When I go to install Druid, the installer wants me to choose a server for each of these:
-overlord (someone was very tickled with themself)
Further, it suggests the same server for each, and it is a data node.
In the past, we've encountered issues assigning anything to a data node besides the core Yarn and Hbase processing.
We have 3 master nodes on our cluster.
Can someone help me decide how to assign these servers?
Should they all be the same machine? Would it help if they were different? Should they be data nodes?
Thanks in advance!
I've seen some suggestions and guidelines about what services could be co-located right on the docs from the Druid project. See this link in the "select hardware" section:
As always, if you find this post useful please "Accept" the answer.
@Zack Riesland Let me elaborate more on this. First, yes you can co-locate all those service together. Second in order to get high availability you need to have at least 2 different physical nodes running all the services. Thus you will get HA with a replication of 2. Or you can choose an other combination of collocation where each service is run at least over 2 different nodes.
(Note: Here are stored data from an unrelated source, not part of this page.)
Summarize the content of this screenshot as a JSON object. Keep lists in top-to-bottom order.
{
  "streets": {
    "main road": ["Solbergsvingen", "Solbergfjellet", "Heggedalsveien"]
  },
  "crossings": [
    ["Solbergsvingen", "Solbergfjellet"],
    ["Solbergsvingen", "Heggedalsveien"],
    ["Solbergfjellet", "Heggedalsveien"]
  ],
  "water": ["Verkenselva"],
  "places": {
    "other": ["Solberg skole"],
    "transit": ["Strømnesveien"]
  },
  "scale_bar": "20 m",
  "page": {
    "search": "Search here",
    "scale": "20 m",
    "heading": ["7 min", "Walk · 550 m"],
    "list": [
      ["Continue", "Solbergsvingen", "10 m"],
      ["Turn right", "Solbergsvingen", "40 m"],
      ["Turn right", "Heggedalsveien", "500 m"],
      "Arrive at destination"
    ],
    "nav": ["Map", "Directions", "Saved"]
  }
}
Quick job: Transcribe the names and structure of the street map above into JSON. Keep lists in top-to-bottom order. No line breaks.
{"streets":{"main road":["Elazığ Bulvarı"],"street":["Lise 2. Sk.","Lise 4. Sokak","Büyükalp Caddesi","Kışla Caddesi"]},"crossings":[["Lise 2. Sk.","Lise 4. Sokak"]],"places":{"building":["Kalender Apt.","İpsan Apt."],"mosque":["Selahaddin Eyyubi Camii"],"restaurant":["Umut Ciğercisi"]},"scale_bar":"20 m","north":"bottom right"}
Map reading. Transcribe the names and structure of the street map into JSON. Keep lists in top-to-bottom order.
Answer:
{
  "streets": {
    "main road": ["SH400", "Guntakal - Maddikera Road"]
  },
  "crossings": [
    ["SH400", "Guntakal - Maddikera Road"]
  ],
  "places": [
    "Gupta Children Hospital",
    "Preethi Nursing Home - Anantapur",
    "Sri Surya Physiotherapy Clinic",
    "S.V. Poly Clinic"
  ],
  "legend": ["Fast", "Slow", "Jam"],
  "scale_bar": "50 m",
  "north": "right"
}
Although ideally you want to have something like this. Node1 Broker Node2 Broker Node3 Router/Overlord/Coordinator/Superser Node4 Router/Overloard/Coordinator/Superset The reason what you need broker to be alone is the fact that broker usually needs way more memory than all the other together therefore you might have special hardware for that. But to keep it simple you can start with collocate all the services X 2 and make sure that broker is not running with another service that needs RAM as well.